Municipalisé en 1965 sur avis du Ministre de la Culture (délibération du Conseil Artistique de la Réunion des Musées Nationaux du 15 novembre 1965) et consacré le 5 février 1967, théâtre et marionnettes sont confiés au musée de Picardie. Chès cabotans devient Théâtre de Marionnettes Permanent de la ville d'Amiens.
Maurice Domon, Lafleur et Tchot Blaise, vers 1933
1966, Françoise Rose et l’héritage des Cabotans
Les années 60 marque le début d’une autre histoire. Toujours passionné, Maurice Domon fonde une nouvelle troupe. Il forme aux marionnettes de jeunes comédiens, élèves de la classe d'Art Dramatique du Conservatoire d'Amiens : Françoise Rose sera Sandrine et Jean Bernard Dupont, Lafleur. 

En 1969, il confie la destinée des cabotans à la comédienne Françoise Rose.

En 1982, la Ville confie la gestion du théâtre à l'Association "Théâtre d'Animation Picard", créée en juillet 1977.  
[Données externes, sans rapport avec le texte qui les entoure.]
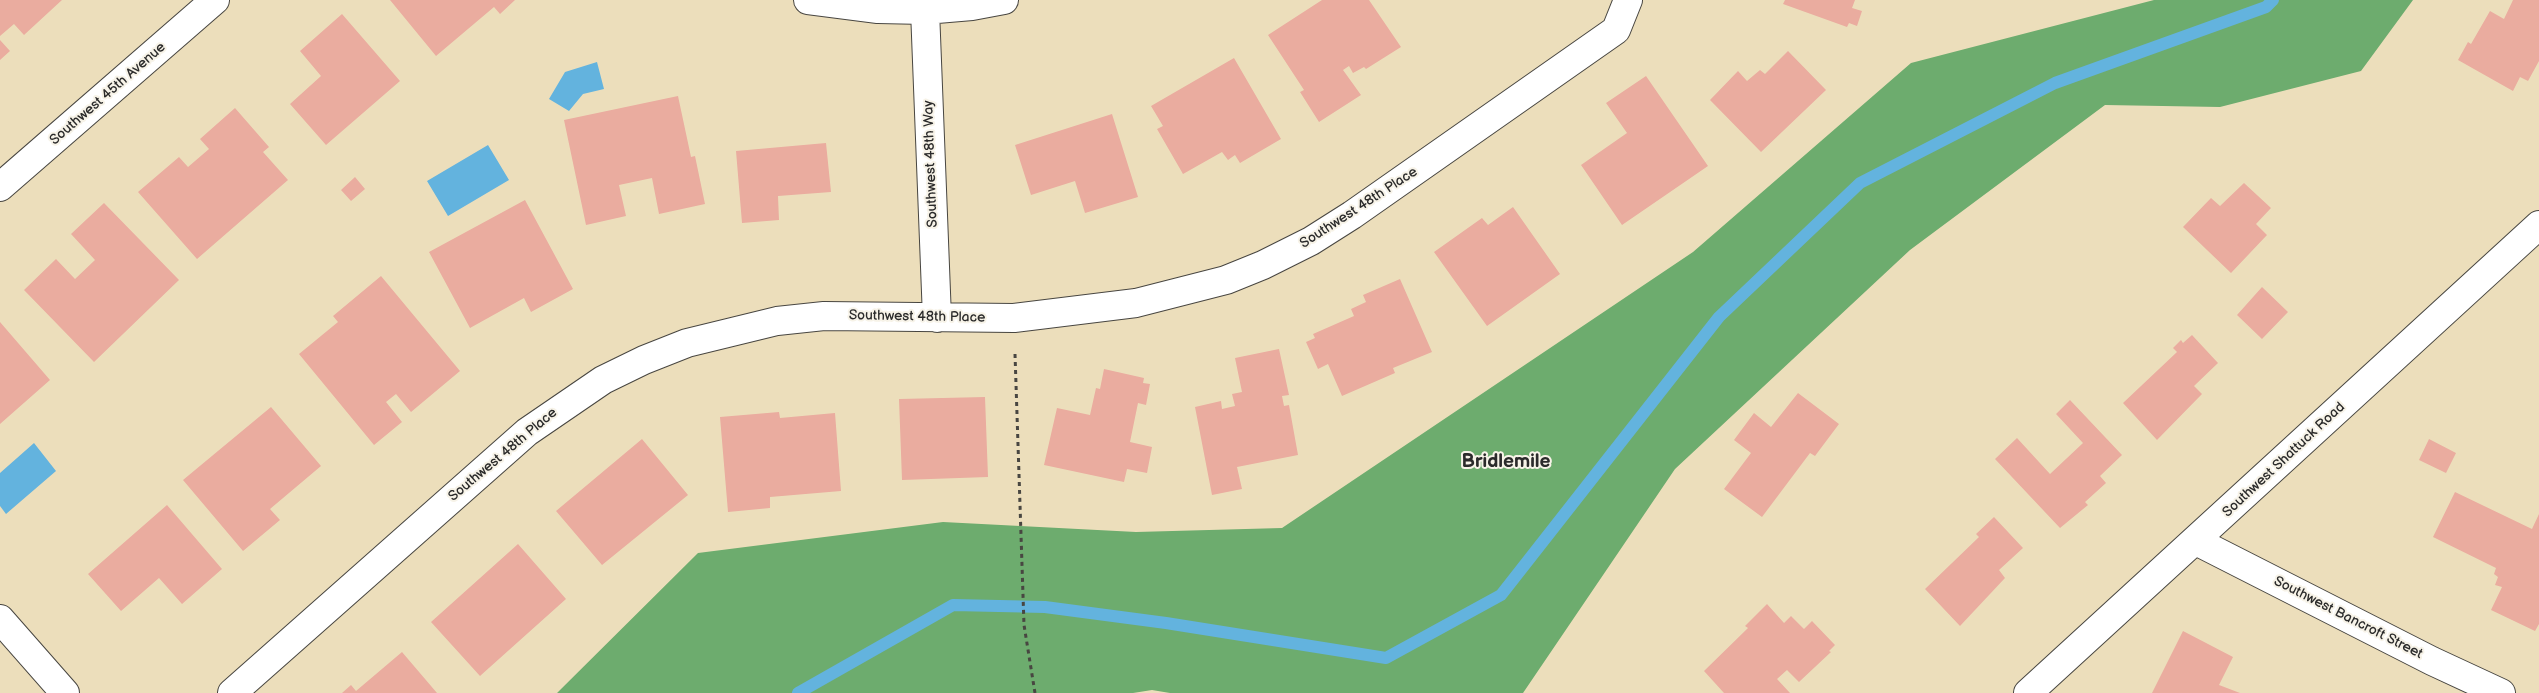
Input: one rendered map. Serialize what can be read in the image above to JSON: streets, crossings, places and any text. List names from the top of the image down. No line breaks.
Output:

C’est dans ce cadre que, pendant plusieurs décennies, Françoise Rose et Jacques Auvet vont perpétuer, prolonger et enrichir l’œuvre du créateur de « Chès cabotans d’Amiens ».
Jacques Auvet, Jacques Labarriere, Jean-Jacques Nasoni, Françoise Rose et Jacques Varlet ajoutent au répertoire des textes nouveaux et des créations musicales comme
La Boîte à Joujoux de Claude Debussy et Pierre et le Loup de Serge Prokofiev.  

De gauche à droite :
Françoise Rose-Auvet, Jacques Auvet et Guislain Rose

1997, un lieu pour les cabotans

Reconnus, soutenus par les financements de la Ville d'Amiens, le Conseil Général de la Somme, le Conseil Régional de Picardie et l'Union Européenne, les Cabotans s’installent.
En 1997, un théâtre leur est dédié au 31 de la rue Edouard David, en plein cœur du quartier Saint-Leu, le vieux quartier populaire d'Amiens dont Lafleur est le héros.  

Du XVIIIe au XXIe siècle, du théâtre de marionnettes populaire à l’héritage du théâtre classique, Chès cabotans d’Amiens a su créer ce trait d’union entre des groupes sociaux différents, des enfants des écoles aux anciens toujours amoureux des marionnettes, du peuple de Saint-Leu aux défenseurs de la marionnette traditionnelle, de la langue et du patrimoine picards.